=== DATA LISTING ===

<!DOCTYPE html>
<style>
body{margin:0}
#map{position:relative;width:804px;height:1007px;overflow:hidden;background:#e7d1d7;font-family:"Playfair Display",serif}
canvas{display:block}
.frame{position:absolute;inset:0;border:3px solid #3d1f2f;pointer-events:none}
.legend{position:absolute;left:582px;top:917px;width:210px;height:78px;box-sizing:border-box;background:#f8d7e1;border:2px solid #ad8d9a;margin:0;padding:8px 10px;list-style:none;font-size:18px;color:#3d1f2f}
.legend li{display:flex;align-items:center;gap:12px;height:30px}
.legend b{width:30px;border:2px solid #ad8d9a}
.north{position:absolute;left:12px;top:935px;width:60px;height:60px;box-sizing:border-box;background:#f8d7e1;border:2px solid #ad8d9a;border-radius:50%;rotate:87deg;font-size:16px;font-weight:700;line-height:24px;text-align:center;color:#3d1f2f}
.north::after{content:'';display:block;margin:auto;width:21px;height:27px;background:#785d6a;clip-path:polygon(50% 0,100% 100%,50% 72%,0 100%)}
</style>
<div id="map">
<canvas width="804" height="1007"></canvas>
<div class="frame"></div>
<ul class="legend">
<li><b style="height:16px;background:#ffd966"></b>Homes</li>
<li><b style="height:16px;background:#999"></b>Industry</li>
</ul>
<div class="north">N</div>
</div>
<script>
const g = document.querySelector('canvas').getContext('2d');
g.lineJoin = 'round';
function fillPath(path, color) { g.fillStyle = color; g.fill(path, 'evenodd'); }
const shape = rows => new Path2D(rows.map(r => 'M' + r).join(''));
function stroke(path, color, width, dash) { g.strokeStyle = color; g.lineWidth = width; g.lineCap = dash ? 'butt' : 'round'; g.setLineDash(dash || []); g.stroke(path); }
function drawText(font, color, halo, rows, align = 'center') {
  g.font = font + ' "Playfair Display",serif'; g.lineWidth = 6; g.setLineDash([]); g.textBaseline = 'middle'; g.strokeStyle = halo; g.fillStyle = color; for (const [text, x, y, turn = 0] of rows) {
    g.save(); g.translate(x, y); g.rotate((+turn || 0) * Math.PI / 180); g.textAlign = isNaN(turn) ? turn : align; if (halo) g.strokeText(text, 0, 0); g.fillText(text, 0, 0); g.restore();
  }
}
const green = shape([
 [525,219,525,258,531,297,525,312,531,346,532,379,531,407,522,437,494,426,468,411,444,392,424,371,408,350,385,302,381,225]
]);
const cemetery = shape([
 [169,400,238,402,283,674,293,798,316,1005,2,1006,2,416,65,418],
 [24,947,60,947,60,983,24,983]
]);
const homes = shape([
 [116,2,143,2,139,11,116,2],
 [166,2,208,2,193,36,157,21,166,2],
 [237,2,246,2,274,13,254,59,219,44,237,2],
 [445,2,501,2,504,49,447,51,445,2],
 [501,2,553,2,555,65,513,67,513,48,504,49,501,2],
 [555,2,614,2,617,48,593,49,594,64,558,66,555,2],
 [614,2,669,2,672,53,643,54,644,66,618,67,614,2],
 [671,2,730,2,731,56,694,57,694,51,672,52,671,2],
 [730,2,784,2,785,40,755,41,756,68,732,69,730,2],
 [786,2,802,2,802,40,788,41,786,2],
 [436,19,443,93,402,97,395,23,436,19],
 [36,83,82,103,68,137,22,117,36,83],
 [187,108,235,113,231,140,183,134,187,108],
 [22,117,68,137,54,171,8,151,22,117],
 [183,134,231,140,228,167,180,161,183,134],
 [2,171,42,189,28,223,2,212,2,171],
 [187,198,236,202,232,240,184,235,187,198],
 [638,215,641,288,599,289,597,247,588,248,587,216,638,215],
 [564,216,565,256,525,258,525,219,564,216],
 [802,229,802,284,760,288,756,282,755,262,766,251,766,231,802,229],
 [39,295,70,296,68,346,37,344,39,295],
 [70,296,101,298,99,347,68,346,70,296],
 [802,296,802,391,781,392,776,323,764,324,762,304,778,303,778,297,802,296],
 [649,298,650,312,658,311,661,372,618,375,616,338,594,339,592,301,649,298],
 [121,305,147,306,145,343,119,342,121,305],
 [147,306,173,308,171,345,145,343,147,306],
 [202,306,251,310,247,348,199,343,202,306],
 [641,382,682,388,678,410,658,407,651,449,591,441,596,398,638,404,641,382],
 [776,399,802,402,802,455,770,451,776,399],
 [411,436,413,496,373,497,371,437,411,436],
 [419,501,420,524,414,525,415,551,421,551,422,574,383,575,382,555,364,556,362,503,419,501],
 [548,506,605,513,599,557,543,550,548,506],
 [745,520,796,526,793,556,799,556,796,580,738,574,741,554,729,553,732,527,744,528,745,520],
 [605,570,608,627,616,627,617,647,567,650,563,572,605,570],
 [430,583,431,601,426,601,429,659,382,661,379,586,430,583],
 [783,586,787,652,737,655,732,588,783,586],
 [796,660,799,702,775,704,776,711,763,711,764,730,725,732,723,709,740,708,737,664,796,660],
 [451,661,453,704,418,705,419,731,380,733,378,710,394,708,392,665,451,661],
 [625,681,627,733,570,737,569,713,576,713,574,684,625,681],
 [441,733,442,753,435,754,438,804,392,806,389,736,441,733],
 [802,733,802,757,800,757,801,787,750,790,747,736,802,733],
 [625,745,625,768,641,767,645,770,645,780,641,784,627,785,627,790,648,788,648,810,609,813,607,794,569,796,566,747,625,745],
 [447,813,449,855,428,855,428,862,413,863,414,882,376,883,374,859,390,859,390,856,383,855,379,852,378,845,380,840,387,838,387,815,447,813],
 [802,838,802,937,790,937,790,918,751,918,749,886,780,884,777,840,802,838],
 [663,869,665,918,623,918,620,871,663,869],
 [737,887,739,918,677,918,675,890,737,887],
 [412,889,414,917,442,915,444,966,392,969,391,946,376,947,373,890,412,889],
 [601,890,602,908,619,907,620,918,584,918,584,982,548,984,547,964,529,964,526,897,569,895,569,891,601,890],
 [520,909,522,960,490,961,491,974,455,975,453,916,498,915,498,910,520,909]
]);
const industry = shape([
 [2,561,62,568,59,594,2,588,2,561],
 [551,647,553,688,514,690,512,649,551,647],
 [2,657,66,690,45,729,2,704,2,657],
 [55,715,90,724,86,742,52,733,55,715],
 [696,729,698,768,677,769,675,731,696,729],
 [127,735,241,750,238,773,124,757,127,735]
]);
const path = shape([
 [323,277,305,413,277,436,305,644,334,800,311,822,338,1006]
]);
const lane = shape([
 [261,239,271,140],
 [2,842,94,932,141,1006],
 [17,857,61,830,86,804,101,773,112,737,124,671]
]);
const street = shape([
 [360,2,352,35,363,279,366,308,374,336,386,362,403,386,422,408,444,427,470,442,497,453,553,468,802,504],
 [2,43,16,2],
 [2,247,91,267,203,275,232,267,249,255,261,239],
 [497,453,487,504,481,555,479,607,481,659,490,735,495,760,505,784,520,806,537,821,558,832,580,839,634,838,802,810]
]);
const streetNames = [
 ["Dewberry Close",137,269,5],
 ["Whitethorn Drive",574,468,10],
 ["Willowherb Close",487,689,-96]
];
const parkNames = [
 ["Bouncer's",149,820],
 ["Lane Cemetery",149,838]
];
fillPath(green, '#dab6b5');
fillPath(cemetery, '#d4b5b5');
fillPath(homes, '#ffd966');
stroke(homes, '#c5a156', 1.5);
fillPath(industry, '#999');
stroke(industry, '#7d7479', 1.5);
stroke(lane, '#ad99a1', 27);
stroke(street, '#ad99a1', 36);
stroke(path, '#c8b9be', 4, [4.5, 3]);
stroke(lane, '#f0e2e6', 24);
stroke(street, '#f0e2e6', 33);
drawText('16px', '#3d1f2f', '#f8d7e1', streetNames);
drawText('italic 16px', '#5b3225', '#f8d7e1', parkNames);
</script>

===

EXERCISE GOAL -
Across all the entries above, how many lines hold the word "setLineDash"? Answer with the number only.

THE COMPLETED TASK -
2